== Working data ==

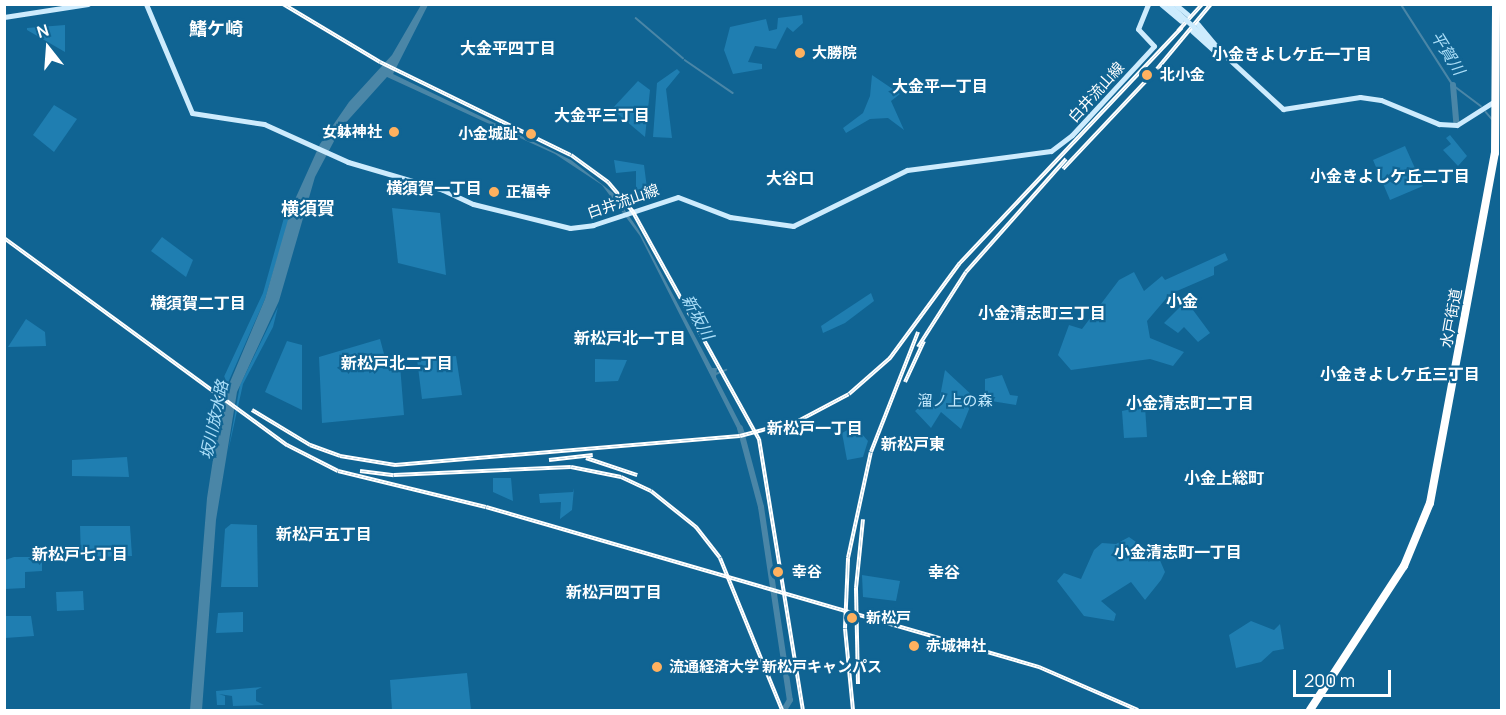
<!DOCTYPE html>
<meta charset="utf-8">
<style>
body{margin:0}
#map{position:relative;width:1506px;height:715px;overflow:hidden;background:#106493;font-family:Manrope,"Noto Sans JP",sans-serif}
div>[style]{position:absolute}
.green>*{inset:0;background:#1f7eb1}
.water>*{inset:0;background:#4a86a7}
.stream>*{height:1.5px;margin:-0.75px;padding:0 0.75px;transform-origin:0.75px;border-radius:0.75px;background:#4a86a7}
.river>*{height:6px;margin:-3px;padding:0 3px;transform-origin:3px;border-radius:3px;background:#4a86a7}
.secondary>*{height:5px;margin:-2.5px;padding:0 2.5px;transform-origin:2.5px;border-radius:2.5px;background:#cdebfd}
.highway>*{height:8px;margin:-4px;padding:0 4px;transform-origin:4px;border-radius:4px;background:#fff}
.rail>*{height:4px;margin-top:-2px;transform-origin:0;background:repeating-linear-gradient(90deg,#106493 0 4.5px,#fff 0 9px);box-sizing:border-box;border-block:2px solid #fff}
.secondary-bridge>*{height:5px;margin:-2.5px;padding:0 2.5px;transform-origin:2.5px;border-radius:2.5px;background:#cdebfd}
.dots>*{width:16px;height:16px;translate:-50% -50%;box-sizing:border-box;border:3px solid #106493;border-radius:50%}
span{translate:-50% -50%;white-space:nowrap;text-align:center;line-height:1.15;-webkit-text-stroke:4.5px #106493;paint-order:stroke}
.poi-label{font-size:15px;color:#fff;font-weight:700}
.left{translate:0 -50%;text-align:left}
.right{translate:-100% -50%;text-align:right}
.street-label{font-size:15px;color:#fff}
.park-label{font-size:15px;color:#c5eafe}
.neighbourhood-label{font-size:16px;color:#fff;font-weight:700}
.water-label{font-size:16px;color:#ade0fa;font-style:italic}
.quarter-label{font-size:18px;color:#fff;font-weight:700}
.frame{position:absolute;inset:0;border:6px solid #fff;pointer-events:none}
.north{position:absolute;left:18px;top:18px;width:60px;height:60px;-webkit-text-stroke:4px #106493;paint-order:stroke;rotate:343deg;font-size:16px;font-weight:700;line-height:24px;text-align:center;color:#fff}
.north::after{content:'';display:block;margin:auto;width:21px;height:27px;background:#fff;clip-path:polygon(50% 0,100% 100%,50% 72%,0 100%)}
.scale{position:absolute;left:1293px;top:670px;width:98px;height:27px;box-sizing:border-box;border:3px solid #fff;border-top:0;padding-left:8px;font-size:18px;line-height:21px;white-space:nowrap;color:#fff;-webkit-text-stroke:4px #106493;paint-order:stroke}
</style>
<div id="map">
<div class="green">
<i style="clip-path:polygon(802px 15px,803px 23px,793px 32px,787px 27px,776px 49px,755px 46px,748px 62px,762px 64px,762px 69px,733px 74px,724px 50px,730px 27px,766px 19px,769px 31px,777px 29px,778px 18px)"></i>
<i style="clip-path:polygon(65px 25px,65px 52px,27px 30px,27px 28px)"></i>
<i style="clip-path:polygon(677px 69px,680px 72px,666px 89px,672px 138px,653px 137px,657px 83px)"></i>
<i style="clip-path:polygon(872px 75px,900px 94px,891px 101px,904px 130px,888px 118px,870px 119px,846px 133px,843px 128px,863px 113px,870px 96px)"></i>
<i style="clip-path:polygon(638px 81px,650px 90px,645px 137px,612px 109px)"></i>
<i style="clip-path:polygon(54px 105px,77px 119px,54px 152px,33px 135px)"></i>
<i style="clip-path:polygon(1450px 135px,1467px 156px,1458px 166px,1443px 150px,1451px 144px,1446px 138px)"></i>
<i style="clip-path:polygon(1405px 146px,1423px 186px,1390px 200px,1373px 160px)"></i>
<i style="clip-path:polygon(614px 160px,644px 165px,648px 196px,636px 199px,636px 171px,616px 173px)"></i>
<i style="clip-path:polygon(392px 208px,440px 213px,446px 275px,398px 263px)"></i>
<i style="clip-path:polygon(285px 214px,290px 217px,265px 299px,227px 385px,222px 381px,263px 293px)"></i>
<i style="clip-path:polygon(162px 237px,193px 260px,186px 277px,151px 251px)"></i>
<i style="clip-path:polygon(1225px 253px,1228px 260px,1214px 267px,1214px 275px,1170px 294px,1147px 321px,1150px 338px,1184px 352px,1173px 366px,1150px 359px,1071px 370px,1058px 355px,1069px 325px,1082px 329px,1119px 280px,1134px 272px,1144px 291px,1162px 276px,1165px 280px)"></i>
<i style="clip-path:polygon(871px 293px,874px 301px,845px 323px,823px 333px,821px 326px)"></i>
<i style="clip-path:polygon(1183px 304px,1193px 310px,1210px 333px,1198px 342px,1184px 327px,1178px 333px,1164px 323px)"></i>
<i style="clip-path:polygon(278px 307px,273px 327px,243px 384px,228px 452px,240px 385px)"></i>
<i style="clip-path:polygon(26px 319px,45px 332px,46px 346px,8px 347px)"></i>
<i style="clip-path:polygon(380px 339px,387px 365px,400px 365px,404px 415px,322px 423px,319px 357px)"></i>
<i style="clip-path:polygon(287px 341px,302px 345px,302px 410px,265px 392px)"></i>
<i style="clip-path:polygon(456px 356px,462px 395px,422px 399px,417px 359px)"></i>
<i style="clip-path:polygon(627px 360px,618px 381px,595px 382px,595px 359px)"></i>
<i style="clip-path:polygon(945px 370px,974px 397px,961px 429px,941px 412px,931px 428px,915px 411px,928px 399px,935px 406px,939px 402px)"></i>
<i style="clip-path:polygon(1002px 375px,1010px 395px,1018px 396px,1016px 405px,985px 400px,985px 379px)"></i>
<i style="clip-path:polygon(1145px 406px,1147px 437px,1124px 438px,1122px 411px)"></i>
<i style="clip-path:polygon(855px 426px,868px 441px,863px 457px,847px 460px,842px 433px)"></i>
<i style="clip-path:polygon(127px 457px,129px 477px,72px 476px,72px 460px)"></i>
<i style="clip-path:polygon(493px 478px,511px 478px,513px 501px,493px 492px)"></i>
<i style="clip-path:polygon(574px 488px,572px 510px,560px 519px,561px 502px,540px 503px,539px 494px,573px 492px)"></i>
<i style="clip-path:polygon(231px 524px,257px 525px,258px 587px,221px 587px,225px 529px)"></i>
<i style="clip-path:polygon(80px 526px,130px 526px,132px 556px,81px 557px)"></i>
<i style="clip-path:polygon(1129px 537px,1159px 558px,1165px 572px,1161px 580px,1145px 600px,1131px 582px,1101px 601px,1116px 614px,1114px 621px,1084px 616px,1057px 581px,1064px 573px,1081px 579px,1094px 550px,1102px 543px,1116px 544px)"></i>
<i style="clip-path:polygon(14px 557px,42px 557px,42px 571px,25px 572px,25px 588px,5px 589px,5px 560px)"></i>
<i style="clip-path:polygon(862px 575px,900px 581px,896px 601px,863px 597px)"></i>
<i style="clip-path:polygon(83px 591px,84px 610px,57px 611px,56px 592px)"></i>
<i style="clip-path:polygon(243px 612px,243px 632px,216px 633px,218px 613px)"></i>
<i style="clip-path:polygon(5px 616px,31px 616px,34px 636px,5px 638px)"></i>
<i style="clip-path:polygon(1251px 621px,1274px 630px,1280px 624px,1284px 649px,1273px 651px,1261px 662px,1236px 668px,1229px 635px)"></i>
<i style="clip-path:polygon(467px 673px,471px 710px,392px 710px,390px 680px)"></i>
<i style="clip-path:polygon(262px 687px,256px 690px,256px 701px,264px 705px,233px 706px,232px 696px,219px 694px,225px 696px,225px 705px,217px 705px,216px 691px)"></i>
</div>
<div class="water">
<i style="clip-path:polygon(421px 5px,428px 5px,393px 74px,571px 160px,613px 193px,638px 229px,712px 368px,717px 368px,716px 377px,745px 433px,740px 434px,640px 236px,602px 185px,555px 154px,387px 77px,341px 128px,315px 177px,279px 301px,237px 392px,216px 520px,202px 710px,190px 710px,207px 498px,222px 401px,265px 299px,292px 206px,320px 144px,349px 102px,392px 55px)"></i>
</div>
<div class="stream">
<i style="left:1401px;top:4px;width:96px;rotate:57.3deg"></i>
<i style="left:1453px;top:85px;width:35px;rotate:37deg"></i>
<i style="left:636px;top:18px;width:62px;rotate:40.4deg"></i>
<i style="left:685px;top:60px;width:58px;rotate:34.5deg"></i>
<i style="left:1486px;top:112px;width:9px;rotate:49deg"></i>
<i style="left:716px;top:374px;width:11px;rotate:-22deg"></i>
</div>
<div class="river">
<i style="left:1453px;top:85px;width:37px;rotate:85deg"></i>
<i style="left:740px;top:428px;width:82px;rotate:75.1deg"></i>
<i style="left:761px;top:507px;width:195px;rotate:81.5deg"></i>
<i style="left:790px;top:700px;width:12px;rotate:121deg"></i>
</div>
<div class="secondary">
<i style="left:146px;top:4px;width:118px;rotate:67.1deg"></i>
<i style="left:192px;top:113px;width:73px;rotate:8.7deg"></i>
<i style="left:264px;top:124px;width:92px;rotate:24.3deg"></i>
<i style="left:348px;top:162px;width:99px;rotate:16.4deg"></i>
<i style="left:443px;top:190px;width:33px;rotate:25deg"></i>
<i style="left:473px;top:204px;width:100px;rotate:13.9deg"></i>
<i style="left:570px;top:228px;width:23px;rotate:-7deg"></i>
<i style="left:593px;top:225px;width:89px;rotate:-18.2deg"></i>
<i style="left:678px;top:197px;width:56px;rotate:21deg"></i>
<i style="left:730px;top:217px;width:64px;rotate:8.1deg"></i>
<i style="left:793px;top:226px;width:127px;rotate:-26.2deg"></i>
<i style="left:907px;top:170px;width:145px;rotate:-7.5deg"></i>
<i style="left:1051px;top:151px;width:26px;rotate:-37deg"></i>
<i style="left:1072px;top:135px;width:121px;rotate:-47.3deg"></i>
<i style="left:1154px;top:46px;width:23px;rotate:-133deg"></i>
<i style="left:1138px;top:29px;width:27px;rotate:-68deg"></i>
<i style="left:1161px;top:4px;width:26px;rotate:40deg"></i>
<i style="left:1168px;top:4px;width:9px;rotate:41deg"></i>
<i style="left:1175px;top:4px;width:17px;rotate:40deg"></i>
<i style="left:4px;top:17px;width:85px;rotate:-8.8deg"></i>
<i style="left:1192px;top:31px;width:31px;rotate:42deg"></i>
<i style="left:1215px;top:52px;width:7px;rotate:8deg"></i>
<i style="left:1222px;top:53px;width:38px;rotate:-130deg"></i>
<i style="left:1206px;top:38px;width:105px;rotate:42.7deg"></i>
<i style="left:1283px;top:109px;width:78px;rotate:-8.9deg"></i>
<i style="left:1360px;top:97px;width:21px;rotate:8deg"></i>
<i style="left:1381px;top:100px;width:63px;rotate:22.5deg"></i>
<i style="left:1439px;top:124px;width:18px;rotate:3deg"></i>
<i style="left:1457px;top:125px;width:45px;rotate:-32.3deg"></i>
</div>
<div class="highway">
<i style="left:1310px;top:710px;width:172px;rotate:-56.9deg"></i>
<i style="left:1404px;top:566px;width:68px;rotate:-67.6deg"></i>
<i style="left:1430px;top:503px;width:356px;rotate:-79.5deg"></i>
<i style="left:1495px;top:153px;width:149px;rotate:-89.6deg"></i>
</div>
<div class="rail">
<i style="left:283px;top:4px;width:113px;rotate:30.9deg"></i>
<i style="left:380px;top:62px;width:212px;rotate:26deg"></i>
<i style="left:571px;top:155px;width:46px;rotate:36.1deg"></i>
<i style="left:608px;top:182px;width:39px;rotate:50deg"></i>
<i style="left:633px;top:212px;width:260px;rotate:61deg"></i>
<i style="left:759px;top:439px;width:275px;rotate:80.8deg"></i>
<i style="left:1178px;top:31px;width:36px;rotate:-48deg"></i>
<i style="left:1157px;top:69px;width:85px;rotate:-50.3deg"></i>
<i style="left:1063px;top:169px;width:121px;rotate:-46.7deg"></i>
<i style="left:4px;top:238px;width:351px;rotate:36.2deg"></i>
<i style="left:287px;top:445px;width:57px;rotate:27deg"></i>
<i style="left:338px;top:471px;width:152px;rotate:13.7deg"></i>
<i style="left:486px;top:507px;width:576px;rotate:16.14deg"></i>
<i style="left:1039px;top:667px;width:108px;rotate:23.5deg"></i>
<i style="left:918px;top:347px;width:89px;rotate:-57.4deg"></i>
<i style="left:966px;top:272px;width:151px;rotate:-48.5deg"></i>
<i style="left:905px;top:382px;width:45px;rotate:-65.1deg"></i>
<i style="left:252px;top:410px;width:68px;rotate:31.1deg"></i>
<i style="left:310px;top:445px;width:32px;rotate:20deg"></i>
<i style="left:340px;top:456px;width:56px;rotate:9.3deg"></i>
<i style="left:395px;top:465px;width:346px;rotate:-4.8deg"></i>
<i style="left:740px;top:436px;width:62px;rotate:-14.9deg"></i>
<i style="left:800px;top:420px;width:55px;rotate:-28deg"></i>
<i style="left:849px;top:394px;width:55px;rotate:-41.3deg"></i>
<i style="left:890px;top:358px;width:117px;rotate:-53.7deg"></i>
<i style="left:959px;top:264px;width:325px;rotate:-46.7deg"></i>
<i style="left:586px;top:458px;width:54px;rotate:18.4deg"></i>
<i style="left:549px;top:460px;width:44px;rotate:-6.5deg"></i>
<i style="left:360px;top:471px;width:34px;rotate:7deg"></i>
<i style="left:394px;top:475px;width:177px;rotate:-2.6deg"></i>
<i style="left:571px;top:467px;width:51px;rotate:11.3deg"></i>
<i style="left:621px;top:477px;width:33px;rotate:25deg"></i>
<i style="left:651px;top:491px;width:58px;rotate:38.7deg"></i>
<i style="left:696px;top:527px;width:39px;rotate:52deg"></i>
<i style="left:720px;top:558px;width:164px;rotate:67.8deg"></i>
<i style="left:858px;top:684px;width:96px;rotate:-91.2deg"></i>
<i style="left:856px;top:588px;width:69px;rotate:-84.2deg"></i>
<i style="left:853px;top:710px;width:82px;rotate:-95.6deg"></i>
<i style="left:845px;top:628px;width:70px;rotate:-87.5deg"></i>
<i style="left:848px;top:558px;width:108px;rotate:-77.8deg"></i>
<i style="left:871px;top:452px;width:129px;rotate:-68.6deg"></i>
</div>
<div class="secondary-bridge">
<i style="left:1175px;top:10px;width:42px;rotate:42.1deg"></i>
</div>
<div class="dots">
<i style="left:800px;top:53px;background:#ffb15f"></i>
<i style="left:1147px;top:75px;background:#ffb15f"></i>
<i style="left:394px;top:132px;background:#ffb15f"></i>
<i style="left:531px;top:134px;background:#ffb15f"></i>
<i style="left:494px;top:192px;background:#ffb15f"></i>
<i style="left:778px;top:572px;background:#ffb15f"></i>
<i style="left:852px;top:618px;background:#ffb15f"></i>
<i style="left:914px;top:646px;background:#ffb15f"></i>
<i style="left:657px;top:667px;background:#ffb15f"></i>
</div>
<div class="poi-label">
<span class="left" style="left:812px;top:53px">大勝院</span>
<span class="left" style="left:1160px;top:75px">北小金</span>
<span class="right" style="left:382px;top:132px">女躰神社</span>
<span class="right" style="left:518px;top:134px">小金城趾</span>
<span class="left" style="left:506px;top:192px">正福寺</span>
<span class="left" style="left:792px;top:572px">幸谷</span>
<span class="left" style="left:866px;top:618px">新松戸</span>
<span class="left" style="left:926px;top:646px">赤城神社</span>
<span class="left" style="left:669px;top:667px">流通経済大学 新松戸キャンパス</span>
</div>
<div class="street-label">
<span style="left:1096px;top:92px;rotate:-48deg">白井流山線</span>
<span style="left:623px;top:201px;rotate:-19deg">白井流山線</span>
<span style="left:1451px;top:318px;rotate:-80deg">水戸街道</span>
</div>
<div class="park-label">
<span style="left:955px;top:401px">溜ノ上の森</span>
</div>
<div class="neighbourhood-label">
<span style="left:508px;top:48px">大金平四丁目</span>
<span style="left:1292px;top:54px">小金きよしケ丘一丁目</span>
<span style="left:940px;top:86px">大金平一丁目</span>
<span style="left:602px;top:115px">大金平三丁目</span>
<span style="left:1390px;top:176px">小金きよしケ丘二丁目</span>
<span style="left:790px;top:178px">大谷口</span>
<span style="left:434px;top:188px">横須賀一丁目</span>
<span style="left:1182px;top:301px">小金</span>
<span style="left:198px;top:303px">横須賀二丁目</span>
<span style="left:1042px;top:313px">小金清志町三丁目</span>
<span style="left:630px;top:338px">新松戸北一丁目</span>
<span style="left:397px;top:363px">新松戸北二丁目</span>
<span style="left:1400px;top:374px">小金きよしケ丘三丁目</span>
<span style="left:1190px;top:403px">小金清志町二丁目</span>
<span style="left:815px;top:428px">新松戸一丁目</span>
<span style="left:913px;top:444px">新松戸東</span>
<span style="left:1224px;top:478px">小金上総町</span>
<span style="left:324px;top:534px">新松戸五丁目</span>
<span style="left:1178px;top:552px">小金清志町一丁目</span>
<span style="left:80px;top:554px">新松戸七丁目</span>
<span style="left:944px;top:572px">幸谷</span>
<span style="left:614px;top:592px">新松戸四丁目</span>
</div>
<div class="water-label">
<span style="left:1448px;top:53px;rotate:58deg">平賀川</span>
<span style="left:698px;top:317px;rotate:62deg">新坂川</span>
<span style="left:214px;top:420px;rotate:-78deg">坂川放水路</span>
</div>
<div class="quarter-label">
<span style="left:216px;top:28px">鰭ケ崎</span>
<span style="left:308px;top:208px">横須賀</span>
</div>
<div class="frame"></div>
<div class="north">N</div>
<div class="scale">200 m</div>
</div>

===

Working from the material above, tally how many lines hold the string "stream". The number is all that is needed.

• Output:
2